En effet, au sujet de la médecine, je me suis toujours posé quelques questions : Pourquoi la médecine africaine est traditionnelle et celle occidentale est moderne ? Pourquoi aussi la médecine chinoise est dite traditionnelle alors que celle occidentale est dite moderne ? Hippocrate est-il plus moderne que le guérisseur d’un village en Afrique ou en Chine ? A l’évidence, s’il faut s’en ternir à la contemporanéité – premier critère de la modernité –, c’est Hippocrate le traditionnel. De même, même en rapport avec l’efficacité prônée par M. Njoh-Mouelle, il n’est pas plus prouvé que les décoctions chimiques que les adeptes d’Hippocrate nous proposent sont meilleures que les potions auxquelles ont été habitués nos prédécesseurs.

Ce que nous montrent tous ces exemples, c’est qu’il n’est pas question, ici, d’une bataille entre le traditionnel et le moderne, mais d’une bataille entre deux traditions : d’un côté, la tradition occidentale, et de l’autre, la tradition africaine – et de manière large, la tradition non-occidentale –. A qui le tort de cette situation ? Il ne faut pas blâmer à mon avis les Occidentaux dont la marque de fabrique légendaire est le dénigrement des traditions extérieures à la sienne et la volonté de domination évidente exprimée depuis les premières heures de son éclosion. Ceux qui sont à blâmer, c’est nous, nous qui, sachant les ambitions dominatrices, ethnocentristes, méprisantes de l’Occident, nous laissons embobiner dans ce genre de distinctions idéologiques qui pérennisent la colonisation. Il n’y a pas de musique traditionnelle et de musique moderne en tant que la musique traditionnelle est celle de nos villages et la musique moderne celle de Mozart ! Il n’y a pas de cuisine traditionnelle et de cuisine moderne en tant que celle traditionnelle n’utilise pas d’ingrédients occidentaux et celle moderne utilise les canons culinaires occidentaux ! Il n’y a qu’une bataille pour la suprématie des traditions, et nous devons nous battre pour qu’au moins la nôtre ne meure pas. La tradition occidentale fait tout pour nous tenir en otage, pour nous empêcher d’être ce que nous voulons être, en se présentant à nous comme étant la modernité vers laquelle nous, traditionnel, devons « progresser ».

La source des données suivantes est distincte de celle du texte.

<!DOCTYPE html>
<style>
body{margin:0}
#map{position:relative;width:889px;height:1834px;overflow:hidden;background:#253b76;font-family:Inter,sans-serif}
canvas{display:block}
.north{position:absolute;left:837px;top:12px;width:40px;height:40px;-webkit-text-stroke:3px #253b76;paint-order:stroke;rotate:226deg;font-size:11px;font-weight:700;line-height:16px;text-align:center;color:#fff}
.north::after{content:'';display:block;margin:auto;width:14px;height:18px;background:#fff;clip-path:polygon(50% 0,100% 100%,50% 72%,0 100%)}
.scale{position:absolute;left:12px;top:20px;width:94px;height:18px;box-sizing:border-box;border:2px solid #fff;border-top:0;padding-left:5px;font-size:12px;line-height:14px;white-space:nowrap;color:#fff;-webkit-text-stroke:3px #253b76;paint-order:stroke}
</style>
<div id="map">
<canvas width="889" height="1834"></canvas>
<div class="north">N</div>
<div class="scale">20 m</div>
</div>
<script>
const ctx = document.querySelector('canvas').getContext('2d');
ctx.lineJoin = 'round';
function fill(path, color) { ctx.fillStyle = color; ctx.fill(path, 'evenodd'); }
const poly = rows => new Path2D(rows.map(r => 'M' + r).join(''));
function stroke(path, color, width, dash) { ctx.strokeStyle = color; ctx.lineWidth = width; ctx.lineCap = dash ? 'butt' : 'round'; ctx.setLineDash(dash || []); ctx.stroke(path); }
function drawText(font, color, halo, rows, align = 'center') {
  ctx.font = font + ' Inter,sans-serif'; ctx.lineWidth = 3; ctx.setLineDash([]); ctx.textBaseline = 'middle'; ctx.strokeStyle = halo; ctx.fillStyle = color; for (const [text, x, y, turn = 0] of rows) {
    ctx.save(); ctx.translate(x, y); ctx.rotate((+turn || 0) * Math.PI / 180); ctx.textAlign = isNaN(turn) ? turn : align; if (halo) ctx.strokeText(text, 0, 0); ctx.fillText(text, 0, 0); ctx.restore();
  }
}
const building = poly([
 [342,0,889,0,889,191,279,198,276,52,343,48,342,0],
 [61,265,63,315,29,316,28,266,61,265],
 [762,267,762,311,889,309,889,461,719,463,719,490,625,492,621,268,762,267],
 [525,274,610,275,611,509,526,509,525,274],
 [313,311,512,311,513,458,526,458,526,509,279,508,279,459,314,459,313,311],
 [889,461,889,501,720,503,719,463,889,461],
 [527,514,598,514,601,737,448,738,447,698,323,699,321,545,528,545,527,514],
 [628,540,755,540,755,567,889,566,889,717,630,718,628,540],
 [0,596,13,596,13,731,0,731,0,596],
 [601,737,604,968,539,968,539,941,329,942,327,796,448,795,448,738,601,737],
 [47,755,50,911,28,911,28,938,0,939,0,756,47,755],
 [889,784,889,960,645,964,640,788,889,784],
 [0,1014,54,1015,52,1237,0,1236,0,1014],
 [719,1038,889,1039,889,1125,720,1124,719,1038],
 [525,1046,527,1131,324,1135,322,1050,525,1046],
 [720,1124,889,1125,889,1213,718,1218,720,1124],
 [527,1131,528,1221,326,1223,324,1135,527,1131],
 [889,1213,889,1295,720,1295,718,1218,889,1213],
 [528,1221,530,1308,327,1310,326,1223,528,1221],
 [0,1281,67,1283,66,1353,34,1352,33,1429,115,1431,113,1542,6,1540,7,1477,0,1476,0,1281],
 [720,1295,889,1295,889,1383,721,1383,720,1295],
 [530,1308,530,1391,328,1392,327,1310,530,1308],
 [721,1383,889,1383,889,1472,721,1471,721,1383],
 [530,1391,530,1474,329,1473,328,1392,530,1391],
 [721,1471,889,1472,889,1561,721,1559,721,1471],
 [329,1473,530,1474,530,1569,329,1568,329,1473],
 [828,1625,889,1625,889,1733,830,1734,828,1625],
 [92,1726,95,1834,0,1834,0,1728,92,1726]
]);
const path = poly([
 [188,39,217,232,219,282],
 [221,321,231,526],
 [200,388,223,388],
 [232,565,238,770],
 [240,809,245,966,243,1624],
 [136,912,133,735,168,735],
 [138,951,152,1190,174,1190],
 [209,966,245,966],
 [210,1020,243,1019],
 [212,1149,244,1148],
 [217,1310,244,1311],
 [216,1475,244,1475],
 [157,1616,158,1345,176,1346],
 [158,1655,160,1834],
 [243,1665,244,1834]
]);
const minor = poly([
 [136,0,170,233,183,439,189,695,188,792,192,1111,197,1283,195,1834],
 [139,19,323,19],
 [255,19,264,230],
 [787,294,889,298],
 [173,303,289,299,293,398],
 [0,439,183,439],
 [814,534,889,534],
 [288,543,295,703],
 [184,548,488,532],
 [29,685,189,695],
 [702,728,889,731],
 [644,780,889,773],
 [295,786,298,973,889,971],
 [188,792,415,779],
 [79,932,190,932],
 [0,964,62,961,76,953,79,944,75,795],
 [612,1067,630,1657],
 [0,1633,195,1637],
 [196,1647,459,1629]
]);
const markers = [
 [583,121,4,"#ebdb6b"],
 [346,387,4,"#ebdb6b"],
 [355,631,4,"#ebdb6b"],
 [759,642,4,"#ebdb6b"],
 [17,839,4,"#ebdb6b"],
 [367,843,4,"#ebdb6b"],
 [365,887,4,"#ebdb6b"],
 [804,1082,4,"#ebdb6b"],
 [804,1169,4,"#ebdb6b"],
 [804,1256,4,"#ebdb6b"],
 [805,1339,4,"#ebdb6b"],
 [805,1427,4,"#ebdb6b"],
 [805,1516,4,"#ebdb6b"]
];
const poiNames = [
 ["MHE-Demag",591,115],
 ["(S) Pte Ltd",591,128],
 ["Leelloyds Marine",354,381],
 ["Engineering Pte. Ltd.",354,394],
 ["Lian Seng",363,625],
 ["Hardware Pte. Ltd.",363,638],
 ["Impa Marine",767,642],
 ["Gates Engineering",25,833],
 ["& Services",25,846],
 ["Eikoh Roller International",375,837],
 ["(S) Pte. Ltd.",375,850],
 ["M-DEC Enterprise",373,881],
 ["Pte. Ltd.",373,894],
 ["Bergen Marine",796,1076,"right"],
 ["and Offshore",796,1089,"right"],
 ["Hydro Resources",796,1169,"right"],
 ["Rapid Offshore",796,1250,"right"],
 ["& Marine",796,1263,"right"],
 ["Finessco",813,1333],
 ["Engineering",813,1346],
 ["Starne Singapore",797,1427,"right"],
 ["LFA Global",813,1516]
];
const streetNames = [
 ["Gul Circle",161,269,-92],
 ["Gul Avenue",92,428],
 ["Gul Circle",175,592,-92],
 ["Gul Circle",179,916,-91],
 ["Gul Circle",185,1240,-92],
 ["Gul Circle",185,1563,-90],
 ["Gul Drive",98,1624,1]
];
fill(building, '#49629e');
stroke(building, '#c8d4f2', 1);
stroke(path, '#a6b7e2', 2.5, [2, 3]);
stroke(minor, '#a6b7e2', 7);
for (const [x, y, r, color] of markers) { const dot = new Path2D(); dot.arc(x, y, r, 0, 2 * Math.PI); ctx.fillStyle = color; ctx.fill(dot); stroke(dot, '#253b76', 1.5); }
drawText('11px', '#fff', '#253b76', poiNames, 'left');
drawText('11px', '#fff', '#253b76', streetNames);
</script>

Voilà maintenant la justification à la généralisation que je faisais dans mon titre : la colonisation. C’est à travers cette horreur de l’histoire que la tradition occidentale s’est présentée à nous comme la modernité avec ses slogans propagandistes tels que « la mission civilisatrice », « la bonne nouvelle ». Nous portons encore les traces de cette brutale rencontre avec la tradition de l’autre. Mais sommes-nous condamnés à rester ce que l’autre à fait de nous ? N’avons donc nous pas des moyens internes pour sortir de cet état de misère dans lequel nous sommes plongé, misère qui nous empêche de voir la barbarie cachée derrière les termes usuels que nous utilisons sans même y réfléchir ? Cet article veut tenter de dire que l’histoire n’est pas encore écrite et que nous pouvons, mieux, nous DEVONS résister ! Cela commence par mettre la tradition de l’autre à la place qui est la sienne en cessant de la concevoir en tant que la modernité à suivre.

[1] Njoh-Mouelle E., De la médiocrité à l’excellence, 3è éd., Yaoundé, CLE, 1998, p. 58.

[2] Eboussi Boulaga F., La crise du Muntu, Paris, Présence Africaine, 1977, p. 145.